All of these results explain Temin's profound observation that "...
the drug generally becomes less effective after six months to a
year...." (134).
Nevertheless,
AZT is thought to have serendipitous therapeutic benefits based
on the only placebo-controlled study of its effects on AIDS patients
(70, 119). The study was sponsored by Burroughs Wellcome, the manufacturer
of AZT (70, 119). In this study, T-cell counts were observed to
increase from 4 to 8 weeks and then to decline to pretreatment levels.
Above all, AZT was claimed to "decrease mortality" because
only 1 out of 143 in the AZT-treated group died compared to 19 out
of 135 in the placebo group.
However, 30
out of the 143 in the AZT group depended on multiple transfusions
for survival from anemia, compared to only 5 out of the 135 in the
placebo group. Since the number of subjects in the AZT group who
would have died from anemia if untreated (30) was larger than the
AIDS deaths and anemias of the control group combined (19 + 5),
the claim of decreased mortality is not realistic (70, 119). Moreover,
66 in the AZT group suffered from severe nausea and 11 from muscle
atrophy, compared to only 25 and 3 in the control group. The lymphocyte
count decreased over 50% in 34% of the AZT group and in only 6%
of the control. The study is further compromised by "concomitant
medication" (70), the failure to consider the effects of recreational
drug use and of patient-initiated randomizations of blinded AZT
and placebo controls (135). The brief AZT-induced gain of T-cells
may reflect compensatory hemopoiesis and random killing of pathogenic
parasites (132) and the influence of concomitant medication (70).
In view of
the inevitable toxicity of AZT, its popularity as an anti-HIV drug
can only be explained by the widespread acceptance of the virus-AIDS
hypothesis and the failure to consider the enormous difference between
the viral and cellular DNA targets. This may also be the reason
that long-term studies of AZT in animals compatible with human applications
have not been published (71).
3. The
Drug- Versus the Virus-AIDS Hypothesis
To distinguish
between HIV and drugs as causes of AIDS, it is necessary to determine
whether HIV carriers develop AIDS only when they use drugs, and
whether HIV-free drug users develop AIDS indicator diseases.
A. Drug
Use Necessary for AIDS in Presumed or Confirmed Carriers of HIV.

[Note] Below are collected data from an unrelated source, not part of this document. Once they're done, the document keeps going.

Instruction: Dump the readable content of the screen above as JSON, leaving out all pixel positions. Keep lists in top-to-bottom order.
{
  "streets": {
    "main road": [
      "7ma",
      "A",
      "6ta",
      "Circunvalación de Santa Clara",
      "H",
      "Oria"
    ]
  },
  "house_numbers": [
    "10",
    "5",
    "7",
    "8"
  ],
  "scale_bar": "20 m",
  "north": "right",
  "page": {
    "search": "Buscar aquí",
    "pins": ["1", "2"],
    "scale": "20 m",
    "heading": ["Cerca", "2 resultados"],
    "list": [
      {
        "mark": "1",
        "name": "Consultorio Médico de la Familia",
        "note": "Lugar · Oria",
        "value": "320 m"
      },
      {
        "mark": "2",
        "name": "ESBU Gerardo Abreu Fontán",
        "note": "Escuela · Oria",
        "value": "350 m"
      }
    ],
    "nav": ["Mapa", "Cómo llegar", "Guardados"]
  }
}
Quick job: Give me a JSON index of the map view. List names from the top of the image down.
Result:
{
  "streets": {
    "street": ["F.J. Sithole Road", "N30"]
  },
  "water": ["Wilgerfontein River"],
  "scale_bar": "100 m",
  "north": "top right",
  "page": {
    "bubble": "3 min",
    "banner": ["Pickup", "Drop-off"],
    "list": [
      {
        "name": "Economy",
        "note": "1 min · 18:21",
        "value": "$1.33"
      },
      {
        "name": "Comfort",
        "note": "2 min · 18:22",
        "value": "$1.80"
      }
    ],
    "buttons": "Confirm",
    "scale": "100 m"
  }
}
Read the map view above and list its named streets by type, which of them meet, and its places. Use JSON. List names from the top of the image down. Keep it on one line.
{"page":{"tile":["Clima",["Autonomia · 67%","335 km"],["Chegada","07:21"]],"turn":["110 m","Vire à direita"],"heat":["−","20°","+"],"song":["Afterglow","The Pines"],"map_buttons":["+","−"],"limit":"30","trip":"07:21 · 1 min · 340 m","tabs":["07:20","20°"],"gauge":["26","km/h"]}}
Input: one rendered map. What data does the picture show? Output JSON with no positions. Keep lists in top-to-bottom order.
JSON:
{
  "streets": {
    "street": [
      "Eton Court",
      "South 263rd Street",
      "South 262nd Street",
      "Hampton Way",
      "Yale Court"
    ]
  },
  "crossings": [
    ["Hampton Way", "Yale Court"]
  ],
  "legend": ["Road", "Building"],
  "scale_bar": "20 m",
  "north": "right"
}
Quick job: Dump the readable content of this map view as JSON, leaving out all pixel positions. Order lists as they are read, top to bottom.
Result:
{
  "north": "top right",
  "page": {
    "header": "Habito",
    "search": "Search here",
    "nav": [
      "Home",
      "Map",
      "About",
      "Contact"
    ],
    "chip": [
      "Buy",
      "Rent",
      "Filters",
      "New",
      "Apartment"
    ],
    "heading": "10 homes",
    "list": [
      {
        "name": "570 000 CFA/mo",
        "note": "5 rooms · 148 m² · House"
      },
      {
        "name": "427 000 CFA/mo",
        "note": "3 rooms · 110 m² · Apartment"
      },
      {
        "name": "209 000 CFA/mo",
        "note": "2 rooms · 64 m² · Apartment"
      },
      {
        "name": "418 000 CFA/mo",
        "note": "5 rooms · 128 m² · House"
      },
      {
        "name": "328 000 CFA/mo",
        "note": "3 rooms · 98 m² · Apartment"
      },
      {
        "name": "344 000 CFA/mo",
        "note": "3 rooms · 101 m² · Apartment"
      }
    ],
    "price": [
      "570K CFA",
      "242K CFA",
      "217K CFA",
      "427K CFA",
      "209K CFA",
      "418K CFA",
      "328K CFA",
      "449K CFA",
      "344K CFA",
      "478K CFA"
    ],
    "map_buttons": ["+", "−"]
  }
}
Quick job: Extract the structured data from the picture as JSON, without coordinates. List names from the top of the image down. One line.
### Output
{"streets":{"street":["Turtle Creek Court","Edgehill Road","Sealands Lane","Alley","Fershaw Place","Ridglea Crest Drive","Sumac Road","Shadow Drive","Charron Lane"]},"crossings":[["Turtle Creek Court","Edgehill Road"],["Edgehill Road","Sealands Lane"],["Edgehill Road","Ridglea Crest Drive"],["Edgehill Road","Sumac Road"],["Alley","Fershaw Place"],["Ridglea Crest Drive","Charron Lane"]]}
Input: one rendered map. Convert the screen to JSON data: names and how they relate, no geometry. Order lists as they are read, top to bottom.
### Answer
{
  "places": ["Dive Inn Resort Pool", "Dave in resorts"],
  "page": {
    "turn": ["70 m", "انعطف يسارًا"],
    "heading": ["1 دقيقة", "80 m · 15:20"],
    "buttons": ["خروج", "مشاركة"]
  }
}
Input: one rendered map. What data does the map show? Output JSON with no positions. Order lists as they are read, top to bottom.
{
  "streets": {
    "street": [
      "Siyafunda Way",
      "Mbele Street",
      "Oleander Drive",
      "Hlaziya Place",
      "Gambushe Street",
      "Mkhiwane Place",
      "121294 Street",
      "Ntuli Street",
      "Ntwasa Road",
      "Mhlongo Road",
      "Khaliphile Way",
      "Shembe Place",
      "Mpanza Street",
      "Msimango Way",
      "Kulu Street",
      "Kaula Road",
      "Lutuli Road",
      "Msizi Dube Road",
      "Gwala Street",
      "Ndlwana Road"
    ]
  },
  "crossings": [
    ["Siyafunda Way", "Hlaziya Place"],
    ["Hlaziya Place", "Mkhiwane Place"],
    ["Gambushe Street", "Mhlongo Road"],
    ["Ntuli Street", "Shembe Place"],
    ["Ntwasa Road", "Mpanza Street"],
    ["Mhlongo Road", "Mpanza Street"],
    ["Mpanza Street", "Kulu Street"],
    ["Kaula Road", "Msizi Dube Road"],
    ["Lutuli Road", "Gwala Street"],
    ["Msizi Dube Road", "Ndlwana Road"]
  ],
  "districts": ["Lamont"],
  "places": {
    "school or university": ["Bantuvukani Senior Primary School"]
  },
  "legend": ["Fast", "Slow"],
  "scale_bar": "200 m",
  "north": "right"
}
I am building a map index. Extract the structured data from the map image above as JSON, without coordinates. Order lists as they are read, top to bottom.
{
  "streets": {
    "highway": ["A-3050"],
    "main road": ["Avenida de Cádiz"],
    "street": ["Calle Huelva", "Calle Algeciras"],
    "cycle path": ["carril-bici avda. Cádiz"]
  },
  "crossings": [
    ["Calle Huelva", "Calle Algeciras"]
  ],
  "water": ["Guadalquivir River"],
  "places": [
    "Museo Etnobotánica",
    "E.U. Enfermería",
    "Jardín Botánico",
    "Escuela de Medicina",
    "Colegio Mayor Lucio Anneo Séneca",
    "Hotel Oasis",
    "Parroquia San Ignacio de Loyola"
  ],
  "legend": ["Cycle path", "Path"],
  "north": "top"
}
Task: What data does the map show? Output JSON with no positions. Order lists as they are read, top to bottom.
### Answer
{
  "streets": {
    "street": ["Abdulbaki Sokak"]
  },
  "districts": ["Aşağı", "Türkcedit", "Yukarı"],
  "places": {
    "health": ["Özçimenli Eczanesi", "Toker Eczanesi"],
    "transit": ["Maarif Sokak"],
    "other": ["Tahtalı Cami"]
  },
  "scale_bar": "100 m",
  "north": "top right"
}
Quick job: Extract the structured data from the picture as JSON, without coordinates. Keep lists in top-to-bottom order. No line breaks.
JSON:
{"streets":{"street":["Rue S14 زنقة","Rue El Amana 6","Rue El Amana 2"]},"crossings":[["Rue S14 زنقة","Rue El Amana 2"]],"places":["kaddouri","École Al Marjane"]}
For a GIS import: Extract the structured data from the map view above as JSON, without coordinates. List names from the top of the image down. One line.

(i) Epidemiological correlations suggest that nitrites are necessary
for Kaposi sarcoma. (a) A 27- to 58-fold higher consumption of nitrites
(111, 115) correlates with a 20-fold higher incidence of Kaposi
sarcoma in male homosexuals compared to all other AIDS patients
of the same age group (65). (b) Among male homosexuals, those with
Kaposi sarcoma have used nitrite inhalants twice as often as those
with other AIDS diseases (101). (c) During the last 6-8 years, the
use of nitrite inhalants among male homosexuals decreased (e.g.,
from 58% in 1984 to 27% in 1991 in San Francisco) (115). In parallel,
the incidence of Kaposi sarcoma among American AIDS patients decreased
from a high of 37% in 1983 (136) to a low of 10% in 1990 (52). In
fact, nitrites may be sufficient causes for these diseases, because
there is no evidence that HIV was even present in any of these studies.
(ii) Specific
correlations indicate that nitrites are necessary for AIDS. The
first five cases diagnosed as AIDS in 1981, before HIV was known,
were male homosexuals who had all consumed nitrite inhalants and
presented with pneumocystis pneumonia and cytomegalovirus infection
(137). Early CDC data indicate that, in 1981 and 1982, 86% of male
homosexuals with AIDS had used oral drugs at least once a week and
97% occasionally (57, 138), and that every one of 20 Kaposi sarcoma
patients had used nitrites (56). The National Institute on Drug
Abuse reports correlations from 69% (116) to virtually 100% (101,113)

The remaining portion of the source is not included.